C’est aussi de plus en plus souvent le cas dans de nombreux pays démocratiques, où la place de la justice est menacée. Ainsi, par exemple, aux Etats-Unis, où le parti républicain et son candidat aux prochaines élections présidentielles passent leur temps à dénoncer la justice comme un instrument du parti démocrate (ce qu’elle n’est pas) en menaçant de la détruire si Donald Trump, lui-même assiégé par des procédures judiciaires, revient au pouvoir, dans quelques mois. Au Mexique, le président actuel et la favorite à sa succession, sa créature, annoncent leur intention de faire élire tous les juges, ce qui reviendrait à la faire choisir, par le parti au pouvoir, parmi ses militants. En Israël, le premier ministre actuel cherche par tous les moyens à réduire le pouvoir de la Cour Suprême, qui a invalidé une disposition-clé de la réforme judiciaire qu’il propose, visant à ôter au pouvoir judiciaire le droit de se prononcer sur « le caractère raisonnable » des décisions de l’exécutif ou du Parlement. En agissant ainsi, ce Premier ministre cherche à s’accrocher au pouvoir, pour ne pas aller en prison pour corruption, et à transformer le pays, dont les fondateurs étaient des laïcs, en une dictature théocratique. En Pologne, une réforme du Gouvernement précédent, aujourd’hui renversé par les électeurs, visait à donner la possibilité à la chambre disciplinaire de la Cour suprême, composée largement d’affidés du parti alors au pouvoir, « d’autoriser des poursuites pénales à l’encontre [des juges] ou leur arrestation ».

En France, on voit monter la même menace, avec la critique très violente de l’extrême-droite contre « le gouvernement des juges », à propos, en particulier, d’une de ses propositions phares, la « préférence nationale » en matière de logement, de santé, d’éducation, et d’accès à tous les services publics.
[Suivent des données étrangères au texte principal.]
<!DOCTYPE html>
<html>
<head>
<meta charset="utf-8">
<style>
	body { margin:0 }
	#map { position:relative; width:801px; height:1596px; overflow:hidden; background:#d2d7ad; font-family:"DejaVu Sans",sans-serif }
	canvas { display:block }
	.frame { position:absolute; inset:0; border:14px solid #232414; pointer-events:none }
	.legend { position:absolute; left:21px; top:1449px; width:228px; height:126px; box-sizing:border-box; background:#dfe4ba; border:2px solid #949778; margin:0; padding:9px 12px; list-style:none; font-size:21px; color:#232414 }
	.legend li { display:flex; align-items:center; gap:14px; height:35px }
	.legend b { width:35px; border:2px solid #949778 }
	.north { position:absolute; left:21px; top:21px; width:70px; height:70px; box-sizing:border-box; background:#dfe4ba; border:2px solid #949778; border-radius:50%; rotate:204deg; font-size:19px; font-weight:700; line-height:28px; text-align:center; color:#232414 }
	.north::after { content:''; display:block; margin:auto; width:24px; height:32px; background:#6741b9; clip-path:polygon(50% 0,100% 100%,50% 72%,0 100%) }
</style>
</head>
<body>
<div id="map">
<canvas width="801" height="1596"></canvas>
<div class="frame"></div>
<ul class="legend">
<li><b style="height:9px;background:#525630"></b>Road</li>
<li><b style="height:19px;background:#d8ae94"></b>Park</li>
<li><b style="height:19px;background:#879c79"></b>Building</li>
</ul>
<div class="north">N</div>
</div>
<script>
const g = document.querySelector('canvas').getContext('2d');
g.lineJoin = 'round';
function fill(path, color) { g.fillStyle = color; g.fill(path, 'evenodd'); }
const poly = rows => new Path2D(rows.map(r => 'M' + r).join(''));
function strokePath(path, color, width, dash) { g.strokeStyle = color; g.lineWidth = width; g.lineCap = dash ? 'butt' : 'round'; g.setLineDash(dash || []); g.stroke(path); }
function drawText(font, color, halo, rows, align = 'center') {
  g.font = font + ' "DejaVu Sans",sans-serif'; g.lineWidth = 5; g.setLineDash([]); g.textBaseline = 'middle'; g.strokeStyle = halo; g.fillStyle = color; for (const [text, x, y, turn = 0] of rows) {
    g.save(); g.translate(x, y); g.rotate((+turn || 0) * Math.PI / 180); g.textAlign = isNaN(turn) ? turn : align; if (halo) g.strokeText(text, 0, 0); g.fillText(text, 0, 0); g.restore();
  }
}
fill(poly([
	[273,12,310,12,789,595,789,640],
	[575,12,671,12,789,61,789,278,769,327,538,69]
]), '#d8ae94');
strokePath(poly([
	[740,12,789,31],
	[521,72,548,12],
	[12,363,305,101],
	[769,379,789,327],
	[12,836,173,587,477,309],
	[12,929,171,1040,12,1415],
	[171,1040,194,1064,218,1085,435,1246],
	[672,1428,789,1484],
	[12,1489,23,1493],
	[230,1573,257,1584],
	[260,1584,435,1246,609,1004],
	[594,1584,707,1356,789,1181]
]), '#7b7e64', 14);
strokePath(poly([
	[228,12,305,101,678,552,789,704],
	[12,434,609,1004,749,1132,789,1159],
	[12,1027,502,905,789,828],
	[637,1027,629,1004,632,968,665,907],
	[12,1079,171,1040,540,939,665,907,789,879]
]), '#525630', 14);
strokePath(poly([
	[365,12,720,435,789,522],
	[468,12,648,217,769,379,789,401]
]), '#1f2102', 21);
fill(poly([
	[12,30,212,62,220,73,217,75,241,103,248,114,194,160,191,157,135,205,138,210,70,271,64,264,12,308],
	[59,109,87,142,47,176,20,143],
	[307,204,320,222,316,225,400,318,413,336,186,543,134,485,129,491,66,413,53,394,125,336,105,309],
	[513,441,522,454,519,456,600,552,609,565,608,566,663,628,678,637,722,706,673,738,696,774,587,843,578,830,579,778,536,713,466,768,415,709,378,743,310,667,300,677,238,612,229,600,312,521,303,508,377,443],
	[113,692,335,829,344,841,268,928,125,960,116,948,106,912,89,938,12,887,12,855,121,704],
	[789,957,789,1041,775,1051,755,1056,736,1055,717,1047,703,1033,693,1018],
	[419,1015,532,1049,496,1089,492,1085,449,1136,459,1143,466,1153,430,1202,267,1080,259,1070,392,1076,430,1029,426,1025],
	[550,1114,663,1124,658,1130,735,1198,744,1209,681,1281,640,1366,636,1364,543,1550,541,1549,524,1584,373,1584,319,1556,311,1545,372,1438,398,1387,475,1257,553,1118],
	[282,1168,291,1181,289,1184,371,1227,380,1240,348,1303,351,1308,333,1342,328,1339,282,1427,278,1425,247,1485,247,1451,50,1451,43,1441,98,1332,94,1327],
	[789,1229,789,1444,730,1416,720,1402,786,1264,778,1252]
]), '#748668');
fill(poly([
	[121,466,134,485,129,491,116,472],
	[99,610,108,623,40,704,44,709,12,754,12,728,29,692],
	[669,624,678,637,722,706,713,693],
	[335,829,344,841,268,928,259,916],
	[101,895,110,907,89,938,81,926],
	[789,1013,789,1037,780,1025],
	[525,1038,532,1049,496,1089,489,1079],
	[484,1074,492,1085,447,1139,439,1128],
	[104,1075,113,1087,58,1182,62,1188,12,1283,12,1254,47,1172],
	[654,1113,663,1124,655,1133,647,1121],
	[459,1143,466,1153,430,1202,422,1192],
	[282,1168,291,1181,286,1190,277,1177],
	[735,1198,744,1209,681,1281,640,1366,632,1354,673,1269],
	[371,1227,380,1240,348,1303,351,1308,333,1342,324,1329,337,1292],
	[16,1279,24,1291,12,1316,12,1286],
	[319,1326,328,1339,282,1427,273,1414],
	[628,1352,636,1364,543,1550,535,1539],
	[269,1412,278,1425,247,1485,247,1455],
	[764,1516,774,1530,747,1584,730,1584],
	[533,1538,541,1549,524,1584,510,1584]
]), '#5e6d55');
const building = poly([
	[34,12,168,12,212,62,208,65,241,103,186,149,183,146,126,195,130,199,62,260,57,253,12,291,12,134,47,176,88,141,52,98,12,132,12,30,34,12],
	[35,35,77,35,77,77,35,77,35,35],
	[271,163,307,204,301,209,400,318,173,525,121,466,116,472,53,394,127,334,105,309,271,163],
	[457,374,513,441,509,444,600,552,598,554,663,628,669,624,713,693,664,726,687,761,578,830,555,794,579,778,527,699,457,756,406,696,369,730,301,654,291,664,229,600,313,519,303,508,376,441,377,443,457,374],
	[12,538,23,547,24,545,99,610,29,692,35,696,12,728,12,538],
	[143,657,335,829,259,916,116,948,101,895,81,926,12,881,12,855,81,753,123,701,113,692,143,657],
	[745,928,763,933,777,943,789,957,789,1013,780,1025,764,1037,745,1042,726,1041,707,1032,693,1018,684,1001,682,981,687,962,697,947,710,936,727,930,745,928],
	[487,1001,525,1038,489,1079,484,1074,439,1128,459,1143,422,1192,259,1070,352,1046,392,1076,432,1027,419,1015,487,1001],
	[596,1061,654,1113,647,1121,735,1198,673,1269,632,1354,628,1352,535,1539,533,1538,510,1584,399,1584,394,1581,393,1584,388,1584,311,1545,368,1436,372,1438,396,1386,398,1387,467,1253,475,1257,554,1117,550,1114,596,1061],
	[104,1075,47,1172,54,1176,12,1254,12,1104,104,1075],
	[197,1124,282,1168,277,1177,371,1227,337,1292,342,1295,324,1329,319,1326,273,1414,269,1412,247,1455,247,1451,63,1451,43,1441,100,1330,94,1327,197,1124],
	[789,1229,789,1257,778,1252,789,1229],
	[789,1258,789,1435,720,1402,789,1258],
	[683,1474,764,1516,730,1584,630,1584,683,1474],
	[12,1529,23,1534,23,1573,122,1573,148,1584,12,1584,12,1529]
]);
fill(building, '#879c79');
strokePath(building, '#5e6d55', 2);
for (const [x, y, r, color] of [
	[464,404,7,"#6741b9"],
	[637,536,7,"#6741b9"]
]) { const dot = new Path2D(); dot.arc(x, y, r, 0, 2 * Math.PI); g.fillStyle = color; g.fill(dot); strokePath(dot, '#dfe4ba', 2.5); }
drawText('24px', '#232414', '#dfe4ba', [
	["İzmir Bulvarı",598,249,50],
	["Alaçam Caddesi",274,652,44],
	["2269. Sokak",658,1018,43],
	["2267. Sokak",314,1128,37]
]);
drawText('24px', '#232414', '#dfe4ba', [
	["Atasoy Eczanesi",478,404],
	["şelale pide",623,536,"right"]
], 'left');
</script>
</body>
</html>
Le président du Conseil constitutionnel ayant très récemment rappelé qu’une telle « préférence nationale » serait contraire à l’esprit et à la lettre de la Constitution, les dirigeants de ce parti ont repris leur antienne, arguant qu’une telle préférence existerait déjà en matière de fonction publique, dont l’accès est réservée aux citoyens  français, et dénonçant une justice soumise aux puissants, qui devrait être balayée en 2027, pour leur permettre d’appliquer ce que « tous les citoyens réclament » ; oubliant que la « préférence nationale » supposerait une réforme constitutionnelle votée en des termes identiques, par les deux chambres, dont le Sénat, qui ne peut, mathématiquement, en tout cas en théorie, avant très longtemps, être acquis aux thèses de l’extrême-droite.

Défendre l’indépendance des juges est donc la condition de survie de nos démocraties. Cela supposera d’être très exigeant quant à leur compétence et leur indépendance, et de leur fournir les moyens de l’un et de l’autre.